WHAT YOU SHOULD DO -
Exactly the lines below from the one with "M 618,928 L" up to and including the one with "<!-- minor -->" make up the answer, with nothing else added.

RECORD EXTRACTS START

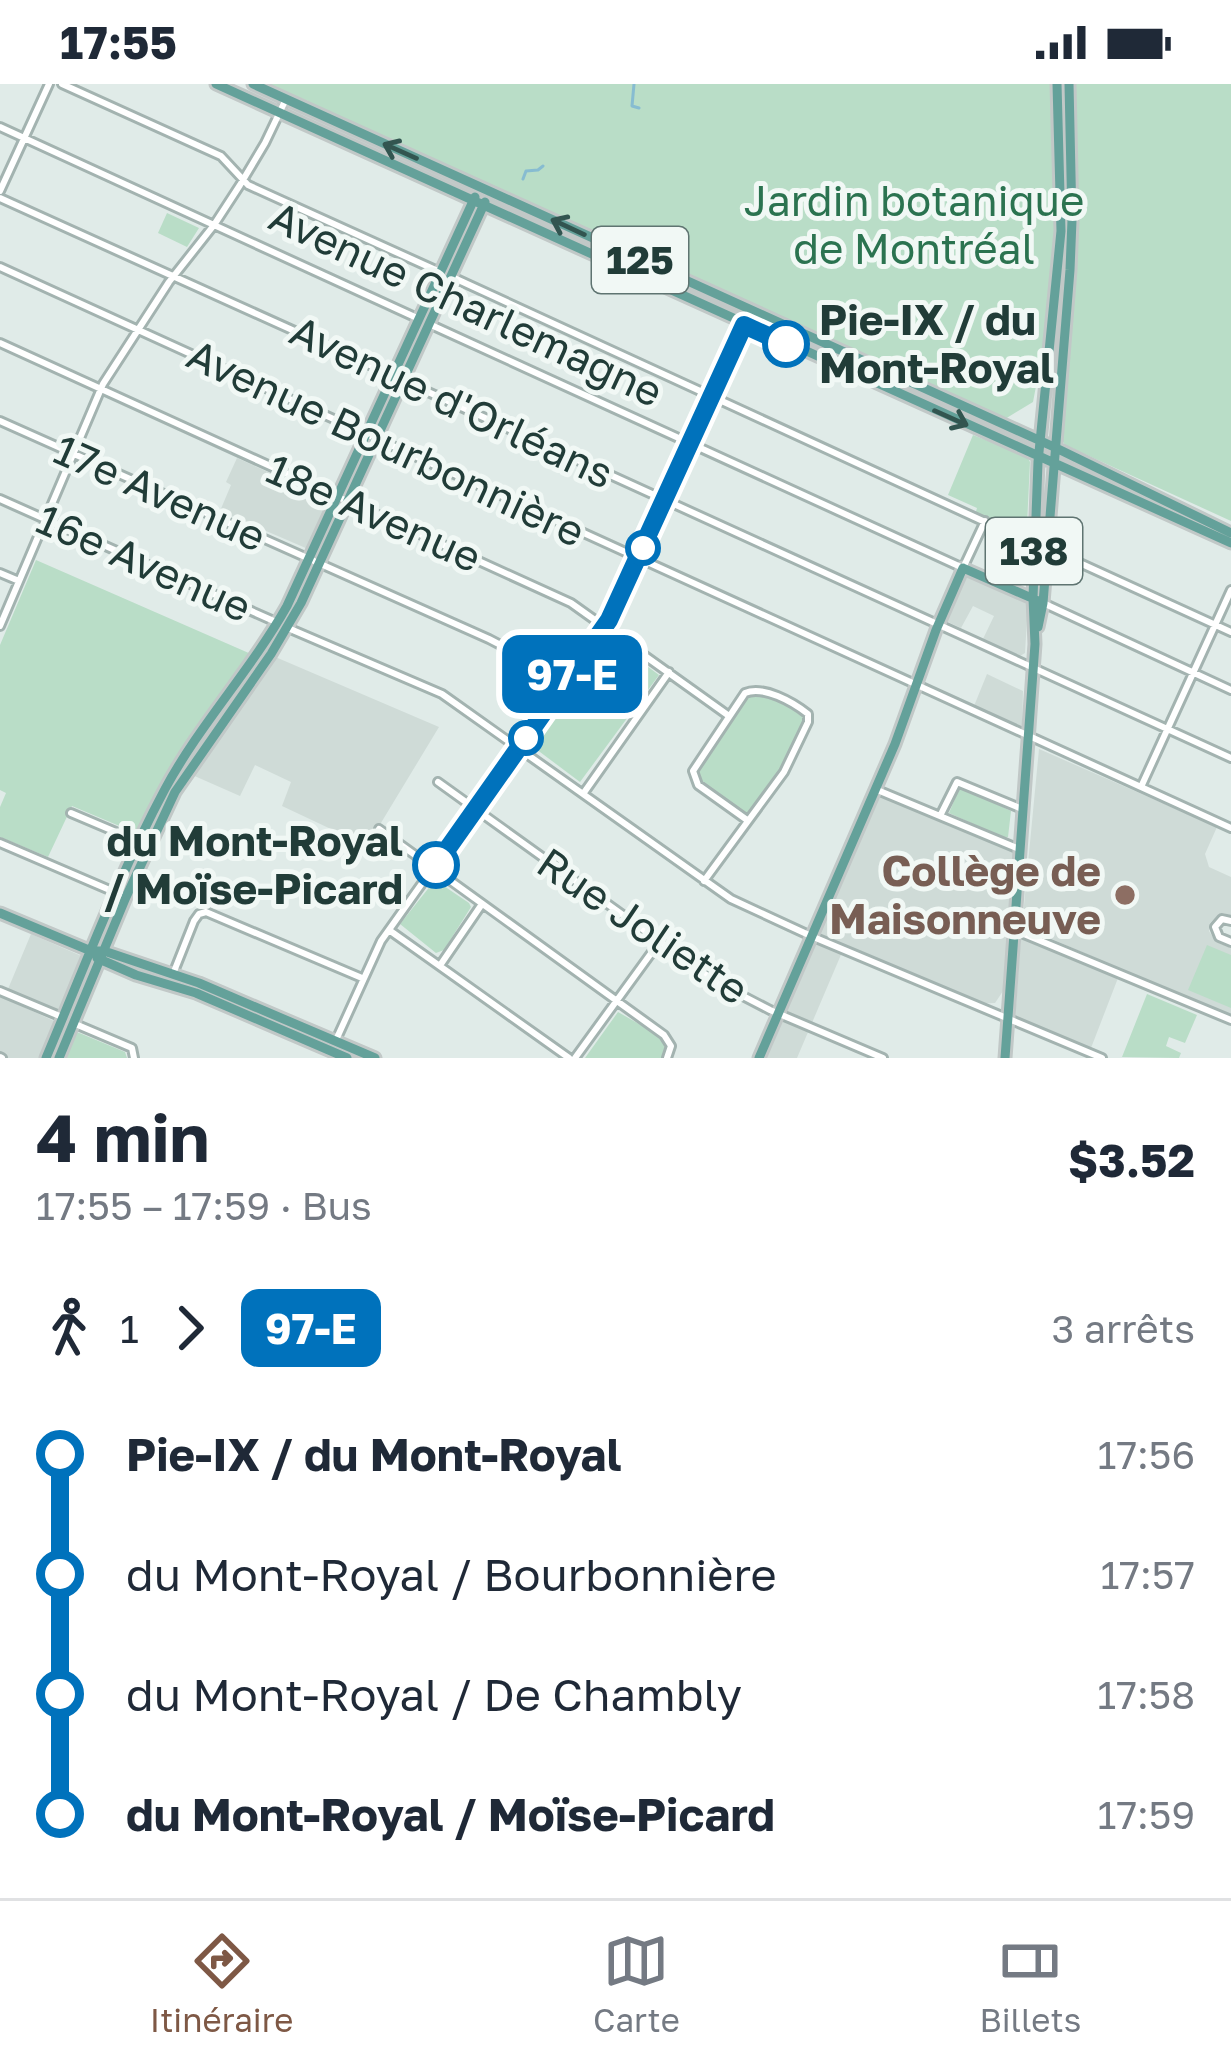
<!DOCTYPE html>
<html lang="fr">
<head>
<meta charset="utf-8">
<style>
  body { margin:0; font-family:"Golos Text",sans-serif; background:#f6f6f7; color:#1f2937; height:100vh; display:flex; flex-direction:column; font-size:45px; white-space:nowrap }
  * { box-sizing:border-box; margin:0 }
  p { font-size:39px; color:#747a83 }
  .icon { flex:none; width:66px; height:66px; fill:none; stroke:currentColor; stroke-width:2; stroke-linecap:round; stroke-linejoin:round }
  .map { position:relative; height:974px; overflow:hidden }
  .drawer { display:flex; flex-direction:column; background:#fff; flex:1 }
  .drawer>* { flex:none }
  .badge { padding:0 24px; border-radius:18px; font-size:42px; line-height:78px }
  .map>.badge { position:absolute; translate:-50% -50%; box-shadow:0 0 0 6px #fff }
  .legs { display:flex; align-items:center; gap:18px; height:132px; padding:0 36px; font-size:39px }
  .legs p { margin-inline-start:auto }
  .headline { display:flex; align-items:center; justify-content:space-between; height:204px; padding:0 36px }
  h1 { font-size:66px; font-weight:700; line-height:90px }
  ul { padding:0 36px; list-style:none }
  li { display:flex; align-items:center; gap:42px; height:120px; font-size:45px }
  li i { display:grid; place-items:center; width:18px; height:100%; margin:0 15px; background:currentColor }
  li i::after { content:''; width:30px; height:30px; margin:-15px; border:9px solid; border-radius:50%; background:#fff }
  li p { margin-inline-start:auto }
  li:first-child i { background:linear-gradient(#0000 50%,currentColor 0) }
  li:last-child i { background:linear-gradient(currentColor 50%,#0000 0) }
  .status { display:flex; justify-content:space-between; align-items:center; height:84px; padding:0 60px; background:#fff; direction:ltr }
  .status svg { height:33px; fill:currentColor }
  .menu { display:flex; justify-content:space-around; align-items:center; height:168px; border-top:3px solid #e0e1e3; background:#fff; font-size:33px; color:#747a83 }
  .menu a { display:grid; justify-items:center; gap:6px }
  .menu .selected { color:#7e5845 }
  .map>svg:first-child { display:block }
  .built { fill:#cfdbd7 }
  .green { fill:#b9ddc7 }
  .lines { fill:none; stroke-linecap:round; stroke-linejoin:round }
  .stream { stroke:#87bcd1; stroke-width:3 }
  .minor-casing { stroke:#a3b3b0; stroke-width:12 }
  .major-casing { stroke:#c1c8c7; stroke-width:15 }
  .minor { stroke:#fff; stroke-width:6 }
  .major { stroke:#64a19a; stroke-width:9 }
  .oneway { stroke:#325550 }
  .line-1-casing { stroke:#fff; stroke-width:27 }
  .line-1 { stroke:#0072bc; stroke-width:18 }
  .stop-1-dot { fill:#fff; stroke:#0072bc; stroke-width:6 }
  .education-dot { fill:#8d6e63; stroke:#f1f8f5; stroke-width:4.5 }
  .labels { text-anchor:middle; stroke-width:10; stroke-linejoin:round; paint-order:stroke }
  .shield { fill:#f1f8f5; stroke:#5f7471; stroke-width:3 }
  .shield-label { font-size:39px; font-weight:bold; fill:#213c38 }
  .park-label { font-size:42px; fill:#2b7350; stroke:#f1f8f5 }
  .street-label { font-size:42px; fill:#213c38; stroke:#f1f8f5 }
  .stop-label { font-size:42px; font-weight:bold; fill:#213c38; stroke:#f1f8f5; text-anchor:start }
  .education-label { font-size:42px; font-weight:bold; fill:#785e54; stroke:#f1f8f5; text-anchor:end }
</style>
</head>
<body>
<div class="status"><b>17:55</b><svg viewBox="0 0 49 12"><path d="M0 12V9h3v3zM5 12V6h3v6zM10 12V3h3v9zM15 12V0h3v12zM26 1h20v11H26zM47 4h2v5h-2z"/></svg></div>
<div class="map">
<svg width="1231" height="974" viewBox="0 0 1231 974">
  <rect width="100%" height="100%" fill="#e0ebe8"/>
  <!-- built -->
  <path class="built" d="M 237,374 L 328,415 L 330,417 L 308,465 L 220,427 L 231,401 L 226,398 Z
    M 966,488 L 1028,519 L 1025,569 L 1020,572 L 983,555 L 994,532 L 973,522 L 961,544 L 946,537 Z
    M 273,572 L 439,643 L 367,762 L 282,722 L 291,698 L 255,681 L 240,712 L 190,690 Z
    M 987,590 L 1023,607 L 1022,645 L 974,622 Z
    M 1039,665 L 1217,743 L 1205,770 L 1209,783 L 1231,793 L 1231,831 L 1222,829 L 1216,833 L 1210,839 L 1209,847 L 1216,858 L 1231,864 L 1231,933 L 1022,842 Z
    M 877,710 L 940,732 L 1019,765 L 1009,898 L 995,919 L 969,920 L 843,866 L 797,974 L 759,974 Z
    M 31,850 L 86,874 L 63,928 L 8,905 Z
    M 1021,852 L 1118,894 L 1091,964 L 1015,936 Z
    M 0,912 L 54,937 L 40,974 L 0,974 Z"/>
  <!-- green -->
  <path class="green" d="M 264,0 L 1050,0 L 1055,152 L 1050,229 L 1033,318 L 1005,335 L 504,109 L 501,105 L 498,106 L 310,21 L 308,17 Z
    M 1073,0 L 1231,0 L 1231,437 L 1065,361 L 1062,356 L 1076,139 Z
    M 167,129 L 199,144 L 187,163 L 158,149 Z
    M 973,351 L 1027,372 L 1030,378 L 1027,441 L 1023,445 C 1007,444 991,434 975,431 L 977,424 L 948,411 Z
    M 36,476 L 251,570 L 177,674 L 136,749 L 72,722 L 48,773 L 0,753 L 0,723 L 6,709 L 0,706 L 0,561 Z
    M 609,554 L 659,591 L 580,698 L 532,662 Z
    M 760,606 L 808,630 L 794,672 L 747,736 L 694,695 L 696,681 L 745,609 Z
    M 963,704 L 1011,727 L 1008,753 L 1004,754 L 949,729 L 959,705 Z
    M 435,796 L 469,819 L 471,823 L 444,866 L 436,869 L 400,840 Z
    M 1207,861 L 1231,871 L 1231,924 L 1188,906 Z
    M 1147,910 L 1197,931 L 1185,959 L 1169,953 L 1166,962 L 1181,969 L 1179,974 L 1122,973 Z
    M 618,928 L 660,952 L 666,965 L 663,974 L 585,974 Z
    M 77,948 L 125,968 L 127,974 L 65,974 Z"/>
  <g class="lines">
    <!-- stream -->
    <path class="stream" d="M 634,0 L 632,22 L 639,24
      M 523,95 L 526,87 L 538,86 L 543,82"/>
    <!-- minor casing -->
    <g class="minor-casing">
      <path id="minor" d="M 62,0 L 221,72 L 248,101 L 440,188
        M 0,43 L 417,234
        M 0,107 L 49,0
        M 0,114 L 392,291
        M 0,183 L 1231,744
        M 452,193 L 1009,449 L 1034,451
        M 429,240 L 963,484 L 985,437
        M 0,259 L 571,519 L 729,632
        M 404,297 L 1231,674
        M 0,337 L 489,555 L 514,568 L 564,603
        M 0,415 L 276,538
        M 1049,465 L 1231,548
        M 0,489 L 19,497
        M 1043,519 L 1231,606
        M 0,542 L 103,300 L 169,198 L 214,141 L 240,101 L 265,59 L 286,15
        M 288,544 L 442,610 L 731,815 L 811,852 L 1102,974
        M 438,698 L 716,898 L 770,926 L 883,974
        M 1141,703 L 1231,506
        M 875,705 L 1019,765
        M 583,710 L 669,588
        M 71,729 L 149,762
        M 940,732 L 957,698 L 1022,725
        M 379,745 L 664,951 L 671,962 L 667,974
        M 0,759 L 126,813
        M 704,797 L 784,688 L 808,638 L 808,630 C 793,618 763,601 745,609 L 693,687 L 698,701 L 747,736
        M 1231,837 L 1222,835 L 1215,843 L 1219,853 L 1231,858
        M 389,846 L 569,974
        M 1014,846 L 1231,936
        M 441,880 L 482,820
        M 173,890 L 194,837 L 199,830 L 206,828 L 362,894
        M 0,907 L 62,933
        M 73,939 L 132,964 L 134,974
        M 336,956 L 381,857 L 611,534 L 750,227
        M 0,973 L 2,974
        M 575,974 L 660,857"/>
    </g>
    <!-- major casing -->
    <g class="major-casing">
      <path id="major" d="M 216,0 L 1231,459
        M 253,0 L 1054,363 L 1231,449
        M 1038,543 L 1043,519 L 1070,186 L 1072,136 L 1069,0
        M 0,829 L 91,867 L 104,867 L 199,899 L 375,974
        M 97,874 L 136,891 L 196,909 L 347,974
        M 46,974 C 84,884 119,791 165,705 C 200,640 251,586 287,522 L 475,113
        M 59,974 L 126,813 L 175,708 L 271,570 L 301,519 L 485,118
        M 759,974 L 895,660 L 936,546 L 963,484 L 1043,519
        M 1005,974 L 1035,560 L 1033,514 L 1038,378 L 1061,147 L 1057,0"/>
    </g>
    <!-- minor -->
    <use href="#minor" class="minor"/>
    <!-- major -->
    <use href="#major" class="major"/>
  </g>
  <!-- one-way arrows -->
  <defs><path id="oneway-shaft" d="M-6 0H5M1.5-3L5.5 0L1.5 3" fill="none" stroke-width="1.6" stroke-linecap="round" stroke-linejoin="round" transform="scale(3)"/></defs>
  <g class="oneway">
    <use href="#oneway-shaft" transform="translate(400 67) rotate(-156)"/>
    <use href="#oneway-shaft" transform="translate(568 143) rotate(-155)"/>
    <use href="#oneway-shaft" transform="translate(951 334) rotate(24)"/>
  </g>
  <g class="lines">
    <!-- line-1 casing -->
    <g class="line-1-casing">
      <path id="line-1" d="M 436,781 L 609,536 L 744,241 L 786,260"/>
    </g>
    <!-- line-1 -->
    <use href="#line-1" class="line-1"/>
  </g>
  <!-- markers -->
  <g class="stop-1-dot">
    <circle cx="786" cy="260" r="21"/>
    <circle cx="643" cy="464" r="15"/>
    <circle cx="526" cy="654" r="15"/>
    <circle cx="436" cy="781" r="21"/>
  </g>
  <circle class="education-dot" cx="1125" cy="811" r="12"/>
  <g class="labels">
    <!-- shield labels -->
    <g class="shield">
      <rect x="592" y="143" width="96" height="66" rx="9"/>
      <rect x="986" y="434" width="96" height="66" rx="9"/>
    </g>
    <g class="shield-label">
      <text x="640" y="190">125</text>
      <text x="1034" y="481">138</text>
    </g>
    <!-- park labels -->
    <g class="park-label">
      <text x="914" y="132">Jardin botanique<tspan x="914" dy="48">de Montréal</tspan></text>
    </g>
    <!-- street labels -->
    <g class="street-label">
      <text transform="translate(466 220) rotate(25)" y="15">Avenue Charlemagne</text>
      <text transform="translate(452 318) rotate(25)" y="15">Avenue d'Orléans</text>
      <text transform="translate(386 359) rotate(25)" y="15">Avenue Bourbonnière</text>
      <text transform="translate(160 409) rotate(24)" y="15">17e Avenue</text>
      <text transform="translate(374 429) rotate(24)" y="15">18e Avenue</text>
      <text transform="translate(144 479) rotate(24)" y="15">16e Avenue</text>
      <text transform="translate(643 842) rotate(34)" y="15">Rue Joliette</text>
    </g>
    <!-- stop labels -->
    <g class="stop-label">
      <text x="819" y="251">Pie-IX / du<tspan x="819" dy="48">Mont-Royal</tspan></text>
      <text x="403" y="772" text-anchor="end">du Mont-Royal<tspan x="403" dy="48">/ Moïse-Picard</tspan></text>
    </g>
    <!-- education labels -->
    <g class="education-label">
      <text x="1101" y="802">Collège de<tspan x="1101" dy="48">Maisonneuve</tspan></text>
    </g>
  </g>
</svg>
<b class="badge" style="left:572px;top:590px;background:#0072bc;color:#fff">97-E</b>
</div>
<section class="drawer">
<div class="headline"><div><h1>4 min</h1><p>17:55 – 17:59 · Bus</p></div><b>$3.52</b></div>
<div class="legs"><svg class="icon" aria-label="walk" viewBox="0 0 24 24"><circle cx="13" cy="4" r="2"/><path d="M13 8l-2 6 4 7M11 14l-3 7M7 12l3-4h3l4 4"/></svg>1<svg class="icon" aria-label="forward" viewBox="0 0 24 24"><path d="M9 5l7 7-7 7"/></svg><b class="badge" style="background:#0072bc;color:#fff">97-E</b><p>3 arrêts</p></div>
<ul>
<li><i style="color:#0072bc"></i><b>Pie-IX / du Mont-Royal</b><p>17:56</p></li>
<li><i style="color:#0072bc"></i><span>du Mont-Royal / Bourbonnière</span><p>17:57</p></li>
<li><i style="color:#0072bc"></i><span>du Mont-Royal / De Chambly</span><p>17:58</p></li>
<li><i style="color:#0072bc"></i><b>du Mont-Royal / Moïse-Picard</b><p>17:59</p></li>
</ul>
</section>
<nav class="menu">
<a class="selected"><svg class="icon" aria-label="directions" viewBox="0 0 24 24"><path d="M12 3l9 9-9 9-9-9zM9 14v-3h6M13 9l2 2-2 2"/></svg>Itinéraire</a>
<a><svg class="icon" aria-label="map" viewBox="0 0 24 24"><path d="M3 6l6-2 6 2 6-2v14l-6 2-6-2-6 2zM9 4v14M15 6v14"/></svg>Carte</a>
<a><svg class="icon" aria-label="tickets" viewBox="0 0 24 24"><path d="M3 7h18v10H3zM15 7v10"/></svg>Billets</a>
</nav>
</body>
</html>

RECORD EXTRACTS END

RESPONSE FOR THIS EXERCISE -
    M 618,928 L 660,952 L 666,965 L 663,974 L 585,974 Z
    M 77,948 L 125,968 L 127,974 L 65,974 Z"/>
  <g class="lines">
    <!-- stream -->
    <path class="stream" d="M 634,0 L 632,22 L 639,24
      M 523,95 L 526,87 L 538,86 L 543,82"/>
    <!-- minor casing -->
    <g class="minor-casing">
      <path id="minor" d="M 62,0 L 221,72 L 248,101 L 440,188
        M 0,43 L 417,234
        M 0,107 L 49,0
        M 0,114 L 392,291
        M 0,183 L 1231,744
        M 452,193 L 1009,449 L 1034,451
        M 429,240 L 963,484 L 985,437
        M 0,259 L 571,519 L 729,632
        M 404,297 L 1231,674
        M 0,337 L 489,555 L 514,568 L 564,603
        M 0,415 L 276,538
        M 1049,465 L 1231,548
        M 0,489 L 19,497
        M 1043,519 L 1231,606
        M 0,542 L 103,300 L 169,198 L 214,141 L 240,101 L 265,59 L 286,15
        M 288,544 L 442,610 L 731,815 L 811,852 L 1102,974
        M 438,698 L 716,898 L 770,926 L 883,974
        M 1141,703 L 1231,506
        M 875,705 L 1019,765
        M 583,710 L 669,588
        M 71,729 L 149,762
        M 940,732 L 957,698 L 1022,725
        M 379,745 L 664,951 L 671,962 L 667,974
        M 0,759 L 126,813
        M 704,797 L 784,688 L 808,638 L 808,630 C 793,618 763,601 745,609 L 693,687 L 698,701 L 747,736
        M 1231,837 L 1222,835 L 1215,843 L 1219,853 L 1231,858
        M 389,846 L 569,974
        M 1014,846 L 1231,936
        M 441,880 L 482,820
        M 173,890 L 194,837 L 199,830 L 206,828 L 362,894
        M 0,907 L 62,933
        M 73,939 L 132,964 L 134,974
        M 336,956 L 381,857 L 611,534 L 750,227
        M 0,973 L 2,974
        M 575,974 L 660,857"/>
    </g>
    <!-- major casing -->
    <g class="major-casing">
      <path id="major" d="M 216,0 L 1231,459
        M 253,0 L 1054,363 L 1231,449
        M 1038,543 L 1043,519 L 1070,186 L 1072,136 L 1069,0
        M 0,829 L 91,867 L 104,867 L 199,899 L 375,974
        M 97,874 L 136,891 L 196,909 L 347,974
        M 46,974 C 84,884 119,791 165,705 C 200,640 251,586 287,522 L 475,113
        M 59,974 L 126,813 L 175,708 L 271,570 L 301,519 L 485,118
        M 759,974 L 895,660 L 936,546 L 963,484 L 1043,519
        M 1005,974 L 1035,560 L 1033,514 L 1038,378 L 1061,147 L 1057,0"/>
    </g>
    <!-- minor -->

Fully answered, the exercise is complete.